Avant de se lancer dans le parcours, les participants se réunissent dans l’une des salles de l’Institut français de Casablanca pour en apprendre davantage sur cet art urbain à travers l’intervention de créateurs de street art confirmés, à l’image des initiateurs du projet Thamud, Fouad Abid et Amine Hannaoui, ou encore d’Amine Benbaba, alias Senzo. «On leur explique la différence entre le vandalisme et le street art et dans quel contexte cette pratique est arrivée au Maroc. On leur parle de la place de la femme dans le street art. C’est vrai que dans ce domaine, au Maroc, il n’y a pas encore beaucoup d’artistes féminines, mais les choses commencent à changer.»
Les pauses qui jalonnent le parcours permettent aux participants de reprendre leur souffle et d’admirer les différentes fresques, plus impressionnantes les unes que les autres. «Les façades qui plaisent le plus sont souvent les plus colorées.
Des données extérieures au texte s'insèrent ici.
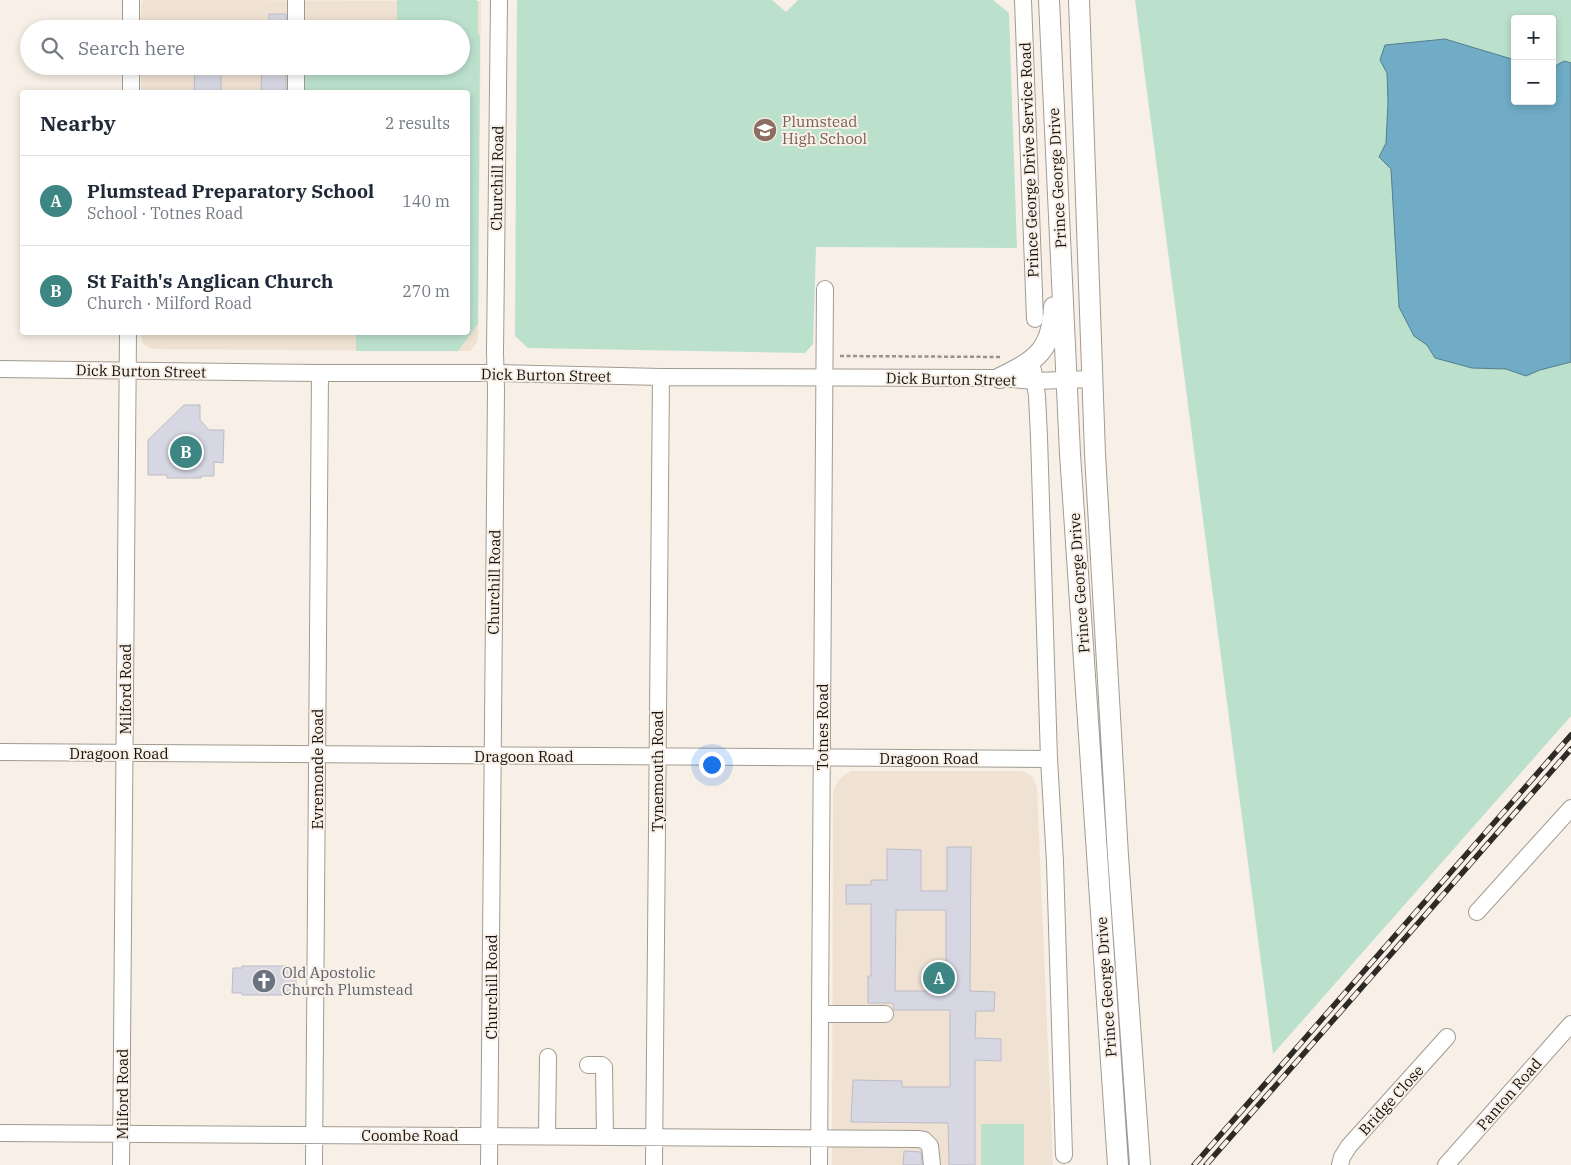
<!DOCTYPE html>
<html lang="en">
<head>
<meta charset="utf-8">
<style>
  :root { --surface:#fff; --page:#f6f6f7; --text:#1f2937; --muted:#747a83; --line:#e0e1e3; --accent:#3e8683 }
  body { margin:0; font-family:"IBM Plex Serif",serif; background:var(--page); color:var(--text) }
  .controls { position:absolute; right:15px; top:15px; display:grid; overflow:hidden; border-radius:5px; box-shadow:0 2px 8px #0003 }
  .controls button { width:45px; height:45px; display:grid; place-items:center; padding:0; border:0; border-bottom:1px solid var(--line); background:var(--surface); color:var(--text); font:25px sans-serif }
  .you { position:absolute; left:711px; top:764px; width:18px; height:18px; margin:-12px; border:4px solid #fff; border-radius:50%; background:#1a73e8; box-shadow:0 0 0 8px #1a73e833 }
  .badge { display:grid; place-items:center; width:32px; height:32px; border-radius:50%; background:var(--accent); color:#fff; font-size:16px; font-weight:700 }
  .pin { position:absolute; translate:-50% -50%; border:2px solid #fff; box-shadow:0 1px 5px #0006 }
  .list { margin:0; padding:0; list-style:none }
  h2 { display:flex; justify-content:space-between; align-items:center; height:65px; margin:0; padding:0 20px; font-size:21px }
  h2 small { font-size:16px; font-weight:400; color:var(--muted) }
  .list li { display:grid; grid-template-columns:32px 1fr auto; gap:15px; align-items:center; box-sizing:border-box; height:90px; padding:0 20px; border-top:1px solid var(--line) }
  .list b { display:block; font-size:19px; white-space:nowrap }
  .list p { margin:0; font-size:16px; white-space:nowrap; color:var(--muted) }
  .list em { font-size:16px; font-style:normal; color:var(--muted) }
  .icon { flex:none; width:28px; height:28px; fill:none; stroke:currentColor; stroke-width:2; stroke-linecap:round; stroke-linejoin:round }
  .map { position:relative; flex:none; width:1571px; height:1165px; overflow:hidden }
  .search { position:absolute; background:var(--surface); box-shadow:0 2px 8px #0003; left:20px; top:20px; width:450px; height:55px; display:flex; align-items:center; gap:12px; box-sizing:border-box; padding:0 18px; border-radius:28px; color:var(--muted); font-size:19px }
  .panel { position:absolute; background:var(--surface); box-shadow:0 2px 8px #0003; left:20px; top:90px; width:450px; height:245px; border-radius:5px }
  .map>svg:first-child { display:block }
</style>
</head>
<body>
<div class="map">
<svg width="1571" height="1165" viewBox="0 0 1571 1165">
  <rect width="100%" height="100%" fill="#f8f0e6"/>
  <path fill="#efe2d2" d="M143,0L481,1L478,341L470,351L153,349L143,344L140,332H468V92H141V66H461V29H141V3Z
    M851,771H1022L1032,776L1037,787L1053,1165H832L833,790L840,778Z"/>
  <path fill="#bbe1cd" fill-rule="evenodd" d="M397,0H476L478,2V35H470H480L478,324L458,351H356V334L326,333L468,332V92H302V66H461V29H397Z
    M517,0H772L786,12L798,0H993L1009,13L1017,248L816,247L813,344L805,353L528,348L515,336Z
    M1135,0H1571V716L1273,1054ZM1515,19H1552V101H1515Z
    M981,1124H1024V1165H981Z"/>
  <path fill="#70acc6" stroke="#547e8e" d="M1445,39L1515,60V101H1552V68L1564,61L1571,63V362L1540,370L1526,376L1506,369L1472,368L1435,358L1427,345L1414,336L1399,307L1391,169L1379,157L1386,143L1388,102L1387,73L1380,60L1385,45Z"/>
  <path fill="#d6d7e2" stroke="#bcbcc7" fill-rule="evenodd" d="M269,14H286V29H269Z
    M195,66H221V92H194Z
    M262,66H286V92H261Z
    M184,405H200V420L209,430H224L223,463L214,462V476H201V478H167V475H148V440Z
    M947,847H971L970,991L995,992L994,1011H976L975,1038L1001,1039V1061L975,1060V1165H949L948,1123L851,1122L853,1080L902,1081V1087H950V1010H894L893,1003H868V976H871V904H846V885H871V880H887V849L921,850V891H947ZM896,910H946V991H895Z
    M242,966H290V974H296V988L290,987V995H242V993H232L233,968H242Z
    M904,1151L921,1152L922,1165H903Z"/>
  <g fill="none" stroke-linecap="round" stroke-linejoin="round">
    <g stroke="#a29b92" stroke-width="18">
      <path id="minor" d="M131,0V29
        M1023,0L1035,319
        M296,29V0
        M131,66V92
        M296,92V66
        M0,369L320,373H495L661,377L1000,378L1035,381L1092,379
        M1033,370L1037,396L1039,437L1049,759L1055,862L1064,1155
        M0,752L1049,759
        M1477,912L1571,808
        M820,1014H885
        M588,1065H602L604,1067L605,1136
        M0,1133L918,1139L924,1140L930,1146L932,1165
        M547,1136L548,1057
        M121,1165L128,332
        M314,1165L320,373
        M489,1165L496,390L495,352L499,0
        M654,1165L661,377
        M819,1165L825,289
        M1340,1165L1342,1157L1349,1146L1447,1037
        M1446,1165L1571,1024"/>
    </g>
    <g stroke="#a29b92" stroke-width="22">
      <path id="major" d="M1049,0L1070,454L1118,1165
        M1079,0L1095,454L1118,856L1140,1165
        M1000,378C1037,360 1052,350 1054,307"/>
    </g>
    <path stroke="#98928b" stroke-width="2.5" stroke-dasharray="4 2.5" stroke-linecap="butt" d="M840,356L1002,357"/>
    <use href="#minor" stroke="#fff" stroke-width="16"/>
    <use href="#major" stroke="#fff" stroke-width="20"/>
    <g stroke="#2e2b26" stroke-width="5.5">
      <path id="rail" d="M1194,1165L1571,735
        M1206,1165L1571,749"/>
    </g>
    <use href="#rail" stroke="#f8f0e6" stroke-width="4" stroke-dasharray="11" stroke-linecap="butt"/>
  </g>
  <defs>
    <g id="school-disc" transform="scale(1.25)"><circle r="9.5" fill="#8d6e63" stroke="#f8f0e6"/><path d="M0-5L7-2L0 1L-7-2ZM-4 1L0 2.5L4 1V4Q0 6-4 4Z" fill="#fff"/></g>
    <g id="church-disc" transform="scale(1.25)"><circle r="9.5" fill="#6b7280" stroke="#f8f0e6"/><path d="M-1.2-6h2.4v3.5h3.3v2.4h-3.3V6h-2.4V-.1h-3.3v-2.4h3.3Z" fill="#fff"/></g>
  </defs>
  <g fill-rule="evenodd">
    <use href="#school-disc" x="765" y="130"/>
    <use href="#church-disc" x="264" y="981"/>
  </g>
  <g text-anchor="middle" dominant-baseline="central" stroke-width="4" stroke-linejoin="round" paint-order="stroke">
    <g font-size="15" fill="#785e54" stroke="#f8f0e6" text-anchor="start">
      <text x="782" y="121">Plumstead<tspan x="782" dy="17">High School</tspan></text>
    </g>
    <g font-size="15" fill="#13110d" stroke="#f8f0e6">
      <text transform="translate(1029 160) rotate(-92)">Prince George Drive Service Road</text>
      <text transform="translate(497 178) rotate(-89)">Churchill Road</text>
      <text transform="translate(1057 178) rotate(-93)">Prince George Drive</text>
      <text transform="translate(141 371) rotate(1)">Dick Burton Street</text>
      <text transform="translate(546 375) rotate(1)">Dick Burton Street</text>
      <text transform="translate(951 379) rotate(1)">Dick Burton Street</text>
      <text transform="translate(494 582) rotate(-89)">Churchill Road</text>
      <text transform="translate(1079 583) rotate(-94)">Prince George Drive</text>
      <text transform="translate(125 689) rotate(-90)">Milford Road</text>
      <text transform="translate(822 727) rotate(-90)">Totnes Road</text>
      <text x="119" y="753">Dragoon Road</text>
      <text x="524" y="756">Dragoon Road</text>
      <text x="929" y="758">Dragoon Road</text>
      <text transform="translate(317 769) rotate(-90)">Evremonde Road</text>
      <text transform="translate(657 771) rotate(-90)">Tynemouth Road</text>
      <text transform="translate(491 987) rotate(-90)">Churchill Road</text>
      <text transform="translate(1106 987) rotate(-94)">Prince George Drive</text>
      <text transform="translate(122 1094) rotate(-90)">Milford Road</text>
      <text transform="translate(1509 1094) rotate(-49)">Panton Road</text>
      <text transform="translate(1391 1100) rotate(-48)">Bridge Close</text>
      <text x="410" y="1135">Coombe Road</text>
    </g>
    <g font-size="15" fill="#5b616d" stroke="#f8f0e6" text-anchor="start">
      <text x="282" y="972">Old Apostolic<tspan x="282" dy="17">Church Plumstead</tspan></text>
    </g>
  </g>
</svg>
<div class="controls">
<button>+</button>
<button>−</button>
</div>
<div class="you"></div>
<div class="pin badge" style="left:939px;top:978px">A</div>
<div class="pin badge" style="left:186px;top:452px">B</div>
<div class="search"><svg class="icon" aria-label="search" viewBox="0 0 24 24"><circle cx="10" cy="10" r="6"/><path d="M15 15l6 6"/></svg>Search here</div>
<section class="panel">
<h2>Nearby<small>2 results</small></h2>
<ul class="list">
<li><span class="badge">A</span><div><b>Plumstead Preparatory School</b><p>School · Totnes Road</p></div><em>140 m</em></li>
<li><span class="badge">B</span><div><b>St Faith's Anglican Church</b><p>Church · Milford Road</p></div><em>270 m</em></li>
</ul>
</section>
</div>
</body>
</html>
Mais lorsque l’on s’arrête devant une façade un peu plus sobre, je vois qu’ils montrent davantage d’intérêt quand je raconte une anecdote sur la fresque ou sur le parcours de l’artiste», explique Senzo à Arab News en français.
Le fabuleux destin de Senzo
C’est en 2015 que Senzo pose ses valises au Maroc. Une étape que le jeune homme n’avait pas prévue… Ce natif de Brive avait pour projet initial de s’installer au Royaume-Uni. «J’avais tout préparé pour aller à Londres avec mon collègue Fouad, avec qui je peignais déjà à l’époque. Mais on voulait passer quelques jours au Maroc. On en a profité pour faire quelques fresques. La première d’entre elles, sur le boulevard Al-Massira, a suscité un fort engouement. On ne s’y attendait pas. Le street art alors n’était pas développé, alors, au Maroc. De retour en France, on a réfléchi et, finalement, on est revenus au Maroc. À nouveau, notre travail a plu et a créé le buzz.»
Amine Benbaba opte pour sa passion et travaille quelque temps dans les hôpitaux. Il y organise des ateliers artistiques pour les enfants malades avant de rejoindre Casablanca quelques années plus tard.
Passionné de dessin, Amine Benbaba se prédestinait à une tout autre carrière: celle de comptable. Pourtant, atteint d’hémiplégie dès l’enfance, il dessine presque sans arrêt pendant ses jeunes années. Durant sa scolarité, son talent est remarqué par ses professeurs. Finalement, le Franco-Marocain opte pour sa passion et travaille quelque temps dans les hôpitaux. Il y organise des ateliers artistiques pour les enfants malades avant de rejoindre Casablanca quelques années plus tard.
Depuis, Senzo et ses collègues street artists ont créé leur propre société dans leur pays d’origine. Ils ont ainsi permis à de nombreux jeunes de se lancer au Maroc dans cet art de rue. «Sur la vingtaine d’artistes qui ont travaillé avec nous, dix sont déjà indépendants, vivent du street art, voyagent… Notre objectif est de permettre à tous ces artistes de se faire connaître à l’international, d’avoir une belle carrière et de voler de leurs propres ailes», raconte-t-il avec fierté.
Démocratiser le street art
Par ailleurs, à travers l’association «Alouane Bladi», créée en 2019, Senzo et son équipe espèrent démocratiser le street art à travers tout le Maroc. Ils organisent plusieurs fois par an des ateliers artistiques et des interventions dans les écoles et les orphelinats du pays.
En parallèle, le collectif propose toute l’année aux amateurs de vélo et de culture de s’inscrire auprès de l’Institut français pour suivre le chemin du Street Art Tour. L’occasion de découvrir, à l’occasion d’une excursion à deux roues, les œuvres gigantesques qui ont redonné de la couleur aux murs de la ville blanche.